Retype all entries exactly, skipping pictures.

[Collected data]
━━━━━━━━

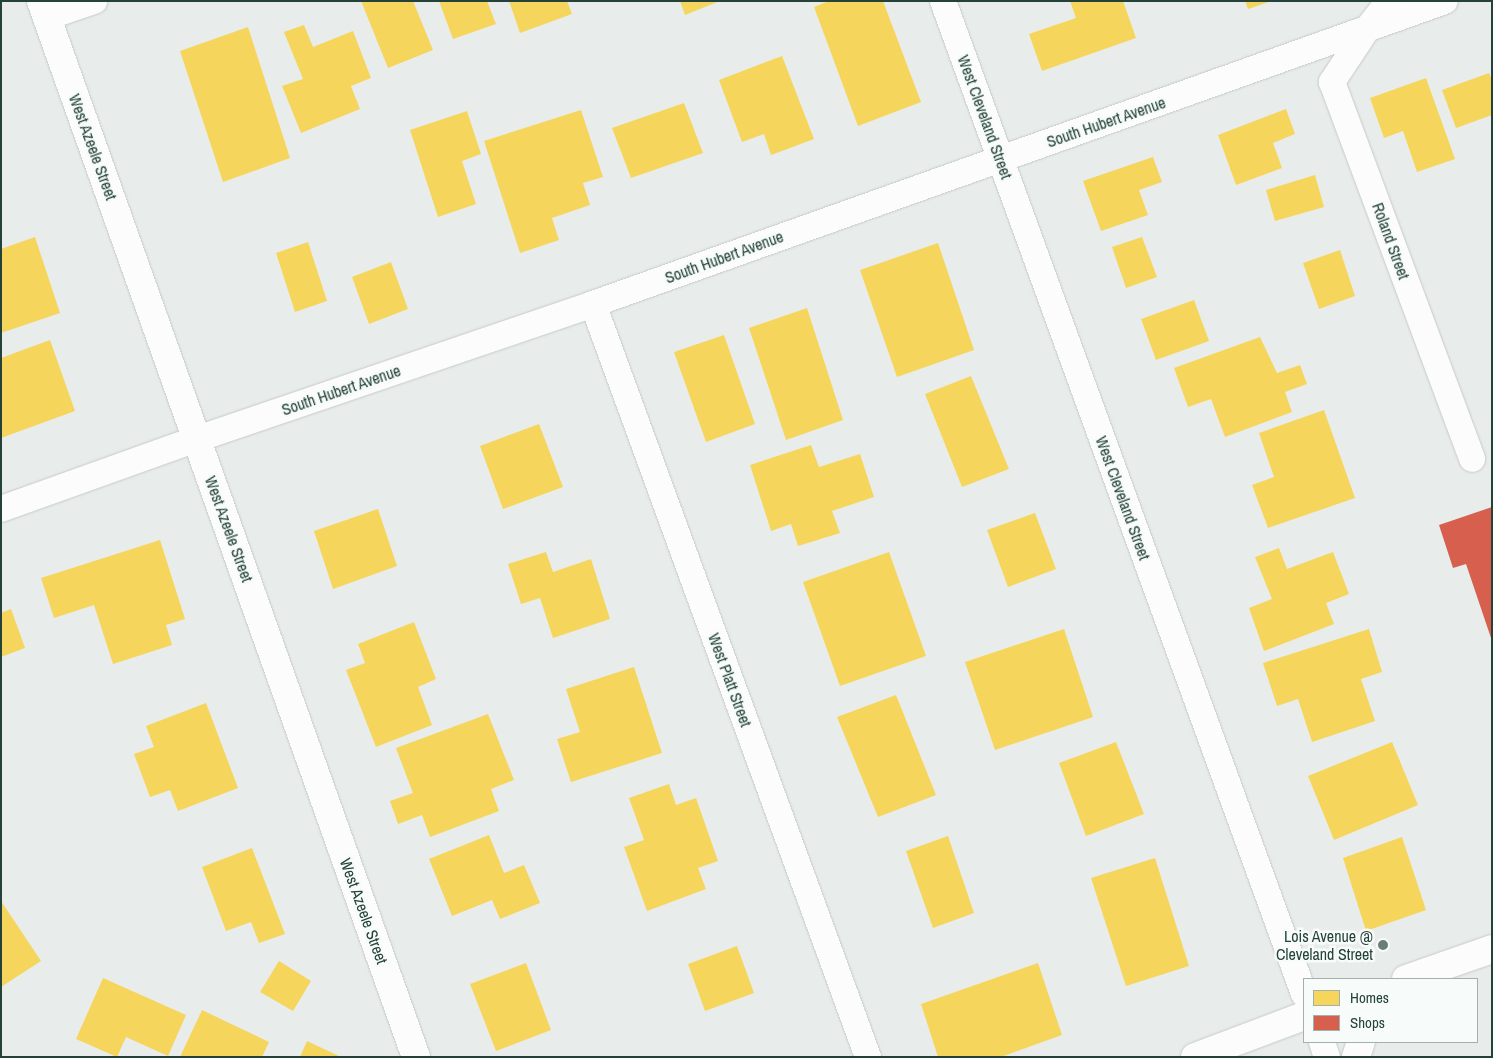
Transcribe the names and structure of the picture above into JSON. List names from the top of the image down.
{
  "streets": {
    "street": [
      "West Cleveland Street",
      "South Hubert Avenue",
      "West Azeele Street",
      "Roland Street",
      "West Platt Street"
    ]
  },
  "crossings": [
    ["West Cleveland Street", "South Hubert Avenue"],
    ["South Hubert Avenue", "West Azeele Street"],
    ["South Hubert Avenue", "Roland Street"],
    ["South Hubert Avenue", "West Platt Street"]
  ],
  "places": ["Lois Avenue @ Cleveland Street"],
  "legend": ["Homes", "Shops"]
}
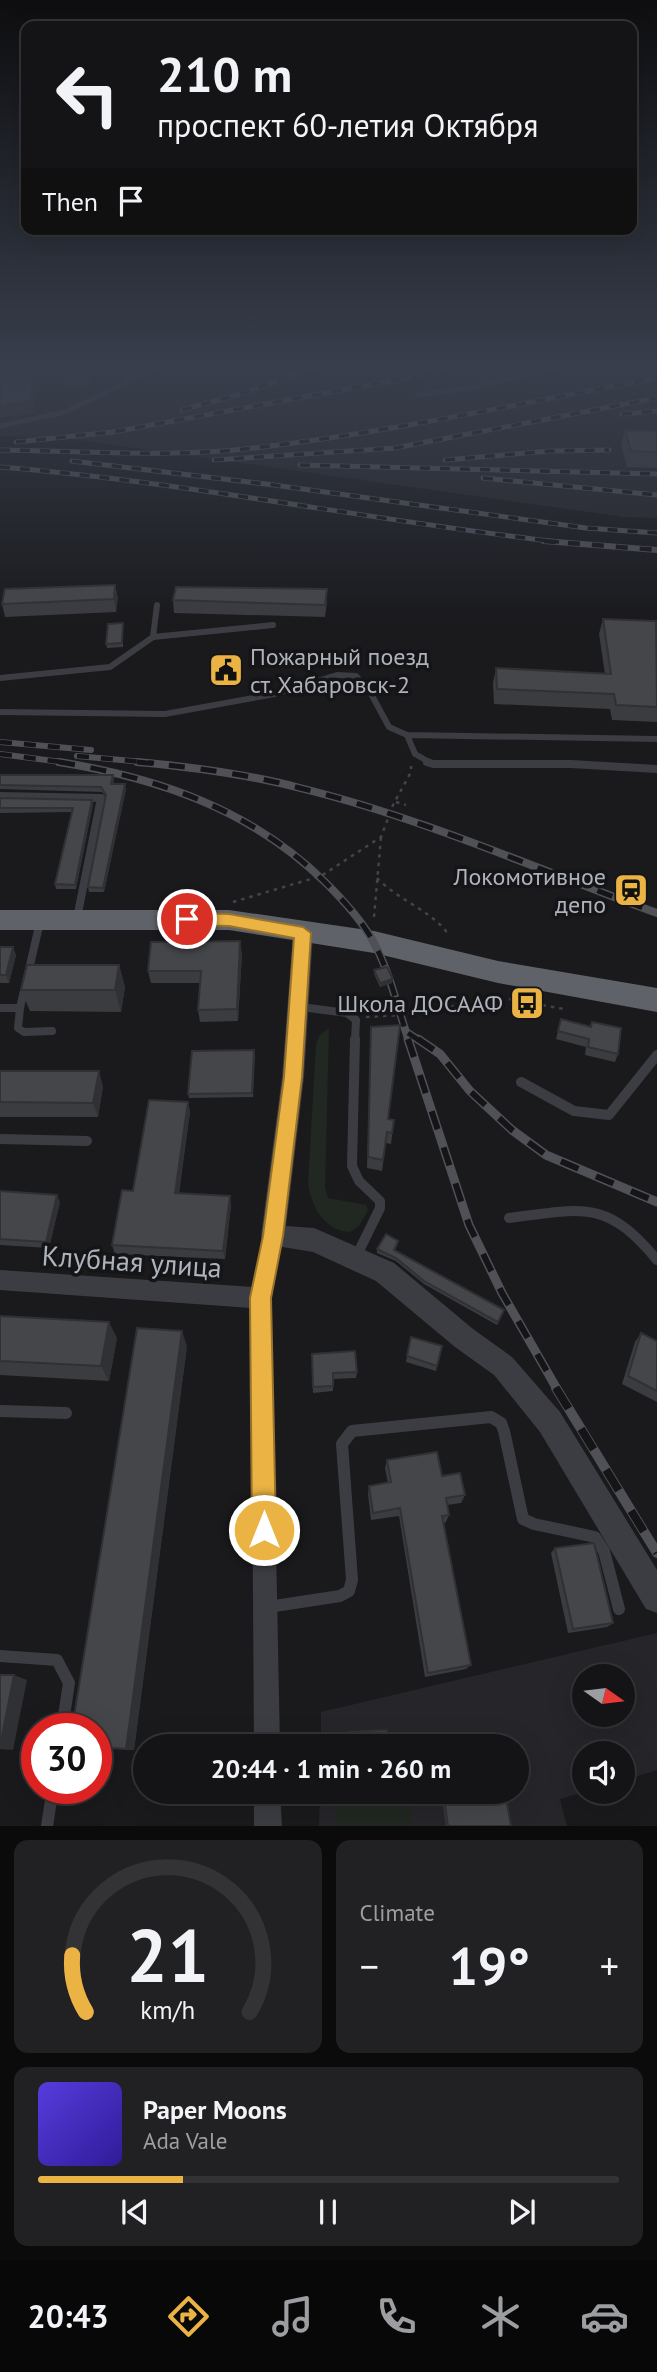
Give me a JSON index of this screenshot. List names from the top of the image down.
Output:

━━━━━━━━

- _Solution to the problem_:
Transcribe the names and structure of the picture above into JSON. List names from the top of the image down.
{
  "streets": {
    "street": [
      "West Cleveland Street",
      "South Hubert Avenue",
      "West Azeele Street",
      "Roland Street",
      "West Platt Street"
    ]
  },
  "crossings": [
    ["West Cleveland Street", "South Hubert Avenue"],
    ["South Hubert Avenue", "West Azeele Street"],
    ["South Hubert Avenue", "Roland Street"],
    ["South Hubert Avenue", "West Platt Street"]
  ],
  "places": ["Lois Avenue @ Cleveland Street"],
  "legend": ["Homes", "Shops"]
}
Give me a JSON index of this screenshot. List names from the top of the image down.
Output:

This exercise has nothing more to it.